A female nurse has been suspended and fined after opening a joint bank account with a male patient, accepting close to $10,000 from him and using this to buy a new car.
The nurse, who was granted interim name suppression, was charged with professional misconduct at the New Zealand Health Practitioners Disciplinary Tribunal over the alleged misconduct between March 2009 and December 2013.
The tribunal’s decision related to the charges said the arrangements appeared to have been entirely consensual and the patient had not complained about the nurse’s actions.
Despite this, the case was considered “very serious”.
“The tribunal considered the time over which the financial arrangements between her and her patient extended, and the number and magnitude of those dealings.”
As a result, the tribunal has censured the nurse and suspended her for a six month period, which started back in August.
Further to this, the nurse would have to pay $8472.92 as a contribution to the tribunal’s costs and $5537.50 as a contribution to the Professional Conduct Committee’s costs.
Upon resuming practice the nurse would only be able to work under the supervision of a Nursing Council staffer.
The charge had three parts – the first being the nurse’s failure to maintain appropriate professional boundaries with their patient. Her participation in the opening of a joint bank account with the patient, the ongoing operation of that joint bank account and the acceptance by the nurse of various gifts from the patient all contributed to this.

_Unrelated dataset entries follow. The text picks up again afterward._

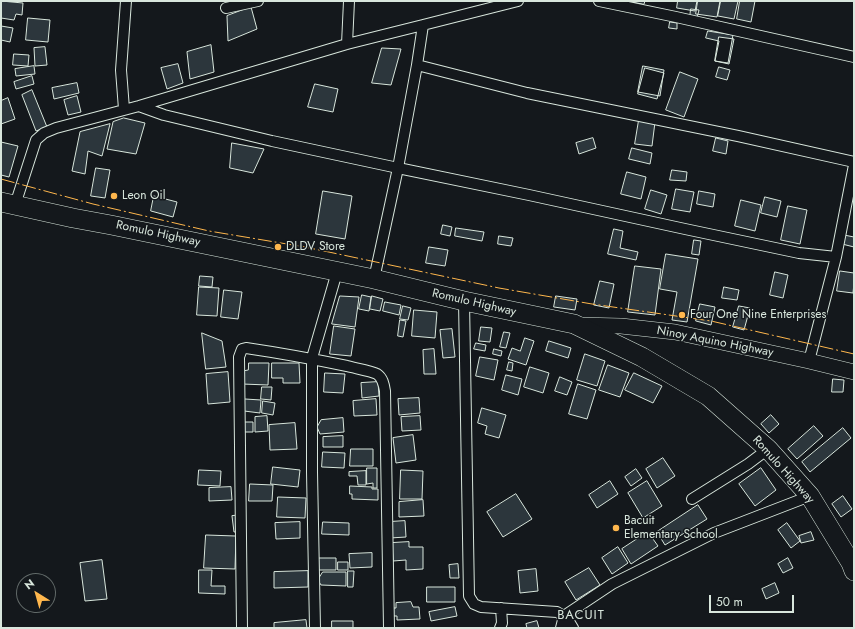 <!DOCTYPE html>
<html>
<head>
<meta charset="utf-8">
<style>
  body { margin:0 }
  #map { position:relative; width:855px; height:629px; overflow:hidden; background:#14181c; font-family:Jost,sans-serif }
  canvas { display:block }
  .frame { position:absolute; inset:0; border:2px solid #d8e6dc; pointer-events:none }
  .north { position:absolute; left:16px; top:573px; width:40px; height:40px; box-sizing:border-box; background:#14181c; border:1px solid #626a69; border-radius:50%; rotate:323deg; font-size:11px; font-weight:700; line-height:16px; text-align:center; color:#d8e6dc }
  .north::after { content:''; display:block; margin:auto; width:14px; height:18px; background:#ffb74d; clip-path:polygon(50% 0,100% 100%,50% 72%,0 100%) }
  .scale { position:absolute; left:709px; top:595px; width:85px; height:18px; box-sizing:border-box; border:2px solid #d8e6dc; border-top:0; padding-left:5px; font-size:12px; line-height:14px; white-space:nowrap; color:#d8e6dc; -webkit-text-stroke:3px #14181c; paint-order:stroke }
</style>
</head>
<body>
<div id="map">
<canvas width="855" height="629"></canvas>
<div class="frame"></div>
<div class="north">N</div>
<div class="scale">50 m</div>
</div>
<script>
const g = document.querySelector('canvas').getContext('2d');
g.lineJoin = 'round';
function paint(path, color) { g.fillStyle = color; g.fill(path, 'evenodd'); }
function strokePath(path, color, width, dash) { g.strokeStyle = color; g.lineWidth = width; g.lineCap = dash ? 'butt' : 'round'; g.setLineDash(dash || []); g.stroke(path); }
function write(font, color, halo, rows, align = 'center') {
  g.font = font + ' Jost,sans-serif'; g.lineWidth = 3; g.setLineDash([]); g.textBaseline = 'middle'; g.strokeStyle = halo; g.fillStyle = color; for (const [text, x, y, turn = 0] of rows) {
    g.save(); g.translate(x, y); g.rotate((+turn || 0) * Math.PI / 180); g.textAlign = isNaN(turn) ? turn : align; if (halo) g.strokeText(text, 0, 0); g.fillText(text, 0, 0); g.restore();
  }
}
const building = new Path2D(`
  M1,1l22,2 -1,12 -6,-1 -2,6 -13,-2z
  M627,1h18l-1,3z
  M678,1h19l-2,10 -18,-3z
  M698,1h22l-3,16 -21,-3z
  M721,1h17l-4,18 -16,-3z
  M740,1h15l-4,21 -14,-3z
  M251,7l6,22 -29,12 -1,-25z
  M691,9l8,1 -2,8 -7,-1z
  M28,18l22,2 -2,22 -22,-2z
  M670,22l7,1v6l-8,-1z
  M1,26l12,2 -3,14 -9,-2z
  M708,31l25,4 -5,28 -13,-2 4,-20 -13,-3z
  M719,37l15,2 -5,25 -14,-3z
  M211,45l3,27 -24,7 -3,-27z
  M45,47l2,18 -12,1 -1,-18z
  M382,48l19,1 -10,36 -19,-2z
  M14,54l15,1 -1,11 -15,-1z
  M178,64l5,19 -16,6 -6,-21z
  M34,66l1,8 -19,2 -1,-7z
  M643,66l21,4 -4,26 -22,-4z
  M719,67l11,3 -3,10 -11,-3z
  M645,68l19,5 -7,26 -19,-5z
  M680,72l18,7 -14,38 -18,-7z
  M32,76l2,8 -18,5 -2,-7z
  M77,83l2,10 -25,6 -2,-11z
  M315,84l23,5 -5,23 -25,-5z
  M32,90l15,37 -11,4 -14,-36z
  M77,96l4,16 -13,3 -4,-15z
  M8,98l7,21 -14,5v-23z
  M124,118l21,5 -9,31 -29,-5 6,-27z
  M639,120l16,2 -3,24 -17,-2z
  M110,124l-8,32 -14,-5 -3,23 -13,-3 8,-39z
  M593,138l3,10 -17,6 -3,-11z
  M716,138l12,3 -2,13 -13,-3z
  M1,142l17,4 -9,31 -8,-2z
  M232,143l32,6 -11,24 -23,-5z
  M632,148l20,5 -2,11 -21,-5z
  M96,168l14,2 -5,28 -14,-2z
  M672,170l15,2 -1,9 -16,-1z
  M627,172l19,5 -5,22 -20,-5z
  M676,189l18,3 -4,20 -18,-3z
  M651,190l16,5 -6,19 -16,-5z
  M323,191l29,5 -7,43 -29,-5z
  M699,191l16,3 -2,13 -16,-3z
  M154,196l23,6 -4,15 -22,-6z
  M765,197l16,4 -4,16 -16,-4z
  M741,200l20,5 -6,26 -20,-5z
  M788,206l19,4 -7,34 -19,-4z
  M443,225l9,2 -2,9 -9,-2z
  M456,228l28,4 -2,9 -27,-5z
  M614,229l9,2 -3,17 18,4 -2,8 -28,-6z
  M844,235l10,2v10l-12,-3z
  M499,236l14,2 -2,8 -13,-2z
  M694,240l7,1 -2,14 -7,-1z
  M429,247l19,3 -3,16 -19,-3z
  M666,254l32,5 -11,63 -15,-2 5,-28 -17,-3z
  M635,266l26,3 -6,46 -27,-3z
  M840,271l14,2v10l-1,10 -16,-2z
  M775,272l13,3 -5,23 -13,-3z
  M200,276l13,1 -1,10 -13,-1z
  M600,281l14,3 -5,24 -15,-3z
  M199,287l20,1 -2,28 -20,-1z
  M724,287l15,3 -2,10 -15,-2z
  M224,290l18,2 -4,27 -17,-2z
  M362,295l9,2 -2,14 -10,-2z
  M340,296l19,1 -4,30 -23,-3z
  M372,296l11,3 -3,12 -10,-2z
  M556,296l21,3 -2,11 -21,-3z
  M385,302l16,3 -2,10 -16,-4z
  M700,304l15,3 -4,18 -15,-4z
  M403,306l8,2 -3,12 -8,-1z
  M739,306l11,2 -6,22 -11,-3z
  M414,310l23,2 -2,26 -23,-2z
  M400,320l6,1 -3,16 -5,-1z
  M334,326l21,3 -4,27 -21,-2z
  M481,327l11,1 -2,14 -11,-1z
  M452,329l3,28 -12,1 -3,-28z
  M504,332l6,1 -4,15 -6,-1z
  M202,333l20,8 4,26 -20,2z
  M525,338l9,3 -8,24 -18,-6 4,-11 8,3z
  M549,341l22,7 -3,10 -22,-7z
  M476,343l10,2 -1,6 -11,-2z
  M434,349l2,25h-12l-1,-24z
  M494,349l8,2 -1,5 -8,-2z
  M585,354l20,7 -8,25 -20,-6z
  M480,357l18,3 -4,20 -18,-4z
  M509,362l4,1 -1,8 -5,-1z
  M249,363h20l-1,22 -26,-1 1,-13 5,-1z
  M272,363h27l1,20h-17v-5h-11z
  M608,365l21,8 -9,24 -21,-7z
  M530,367l19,6 -6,20 -19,-6z
  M228,372l2,30 -22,2 -2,-30z
  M325,373l20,1 -2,19 -19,-1z
  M634,373l28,13 -9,17 -28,-13z
  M506,375l16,4 -4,16 -16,-5z
  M560,377l12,5 -5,13 -12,-4z
  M833,379l11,1 -1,12h-11z
  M378,382l1,14 -17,2 -1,-15z
  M578,384l18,6 -9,29 -18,-5z
  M262,387h10l-1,13 -10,-1z
  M419,398l1,15 -21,2 -1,-16z
  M245,399l16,1 -1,13 -16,-2z
  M376,399l1,16 -23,1 -1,-15z
  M263,401l12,2 -2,12 -11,-2z
  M482,408l24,7 -7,23 -14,-4 2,-8 -9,-3z
  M771,415l8,9 -10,9 -8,-9z
  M267,416l1,15 -13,1v-15z
  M420,416l1,14 -19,1 -1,-14z
  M343,418l1,14 -24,2 -3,-7 4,-7z
  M245,422h8v10h-8z
  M295,423l2,26 -27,1 -1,-25z
  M814,426l9,10 -26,23 -9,-10z
  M843,428l8,10 -41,34 -8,-10z
  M413,435l3,25 -20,3 -3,-25z
  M343,436v11h-20v-10z
  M351,449h22v17h-23z
  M323,452l22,1 -1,15 -22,-1z
  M663,458l12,18 -18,12 -11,-19z
  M273,467l27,3 -2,17 -27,-3z
  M367,468h10v20h-4v-5l-6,1z
  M761,468l15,22 -21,16 -16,-22z
  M636,469l6,9 -11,8 -6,-9z
  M199,470l22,1 -1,15 -22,-1z
  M401,470l22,1 -1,28h-22z
  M366,471v14h-8l-1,-9h-8v-4z
  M610,481l8,13 -21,14 -8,-13z
  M647,481l15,25 -19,12 -15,-25z
  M250,484l23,1 -1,16h-23z
  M350,486l22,1v2h6v11l-26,-1v-5h-2z
  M231,487l1,13 -23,1v-13z
  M516,494l16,25 -29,18 -16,-25z
  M843,496l9,13 -11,8 -9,-13z
  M278,497l28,1 -1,20 -28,-1z
  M423,500l1,16 -25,1v-15z
  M698,505l9,14 -42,26 -8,-13z
  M242,515l2,16 -10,1 -2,-16z
  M405,521l1,16 -16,1 -1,-16z
  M300,522v16l-24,1 -1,-16z
  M323,522l26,1v12l-27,-1z
  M787,523l13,18 -9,7 -13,-18z
  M648,532l10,14 -27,18 -9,-15z
  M811,532l3,8 -13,3 -2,-7z
  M206,535l30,1 -1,33 -31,-1z
  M409,542v5h14v22l-17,1v-10l-13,1 -1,-18z
  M618,547l10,16 -16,11 -10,-16z
  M372,553v14l-22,1 -1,-14z
  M319,558h17v12h-17z
  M788,558l5,10 -10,5 -5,-9z
  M102,560l5,39 -22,2 -5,-38z
  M338,562h10v8h-10z
  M458,564l1,14h-9l-1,-13z
  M589,568l11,17 -24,15 -11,-18z
  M536,569l2,22 -18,2 -2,-22z
  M199,570h13l-1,16h14v8l-26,-1z
  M308,571v16l-34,1v-16z
  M348,571h6l-1,16h-5z
  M323,572h23v14l-25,-1 -3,-5z
  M775,583l4,10 -13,6 -4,-10z
  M427,587h28v15h-28z
  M411,602l2,5h6l1,12 -23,1v-4h-5v-8h4v-5z
  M455,607l2,9 -26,5 -2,-9z
  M306,620l1,8h-33v-5z
  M332,621h21v7h-21z
  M537,621l2,7h-12l-1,-4z`);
paint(building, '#2c363c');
strokePath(building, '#d8e6dc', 1);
const street = new Path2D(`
  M599,1l77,16 178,40
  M226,8l32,-7
  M423,25l95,-24
  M347,44l2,-43
  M139,106l25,9 108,26 126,27 -24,111
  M124,109l-3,-39 5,-69
  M15,205l21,-65 8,-7 12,-5 83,-22 208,-62 76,-19 -6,40
  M836,257l-37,-4 -114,-24 -156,-34 -131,-27 19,-103 110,28 211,43 116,26
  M464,301l5,295 5,8 7,3 76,5c8,4 12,8 16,16
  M809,361l27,-104 18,-92
  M692,499l56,-35 20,-15
  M242,628l-3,-271 3,-8 4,-1c34,5 67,11 101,18 7,2 25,5 30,8 6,4 7,11 8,17l4,237
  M315,628l-3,-156v-114l25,-86
  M500,628l2,-5 -1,-15
  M561,628l3,-12 48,-32 102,-51 96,-37`);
const secondary = new Path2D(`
  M578,325l43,1 54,6 134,29 45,11`);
const highway = new Path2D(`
  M1,202l72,16 38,7 263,54 90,22 110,23 68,33 66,39 60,53 42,47 41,67 3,8`);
strokePath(street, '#d8e6dc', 12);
strokePath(secondary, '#d8e6dc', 16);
strokePath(highway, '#d8e6dc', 20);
strokePath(street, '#14181c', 10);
strokePath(secondary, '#14181c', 15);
strokePath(highway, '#14181c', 19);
strokePath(new Path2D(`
  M1,179l92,25 116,27 96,16 194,41 93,16 119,17 143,33`), '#ffb74d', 1, [14, 3, 2, 3]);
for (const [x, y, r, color] of [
  [114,196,4,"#ffb74d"],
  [278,247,4,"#ffb74d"],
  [682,315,4,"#ffb74d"],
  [616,528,4,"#ffb74d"]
]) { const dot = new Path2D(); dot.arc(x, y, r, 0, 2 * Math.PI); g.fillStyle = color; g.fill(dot); strokePath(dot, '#14181c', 1.5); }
write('12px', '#d8e6dc', '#14181c', [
  ["Leon Oil",122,196],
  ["DLDV Store",286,247],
  ["Four One Nine Enterprises",690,315],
  ["Bacuit",624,521],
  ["Elementary School",624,535]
], 'left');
write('12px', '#d8e6dc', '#14181c', [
  ["Romulo Highway",158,234,12],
  ["Romulo Highway",474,303,13],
  ["Ninoy Aquino Highway",715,342,11],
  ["Romulo Highway",783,470,48]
]);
g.letterSpacing = '1px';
write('13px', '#d8e6dc', '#14181c', [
  ["BACUIT",581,616]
]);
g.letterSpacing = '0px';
</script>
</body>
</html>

The second aspect of the charge alleged the nurse allowed the patient to help her and her family financially – largely by accepting $9500 from the patient to go towards a car.
The third limb of the charge looked at the nurse accepting money from the patient.
The nurse in question accepted all three aspects of the charge. According to details published in the tribunal’s decision, 18 separate transactions were made between the nurse and her patient.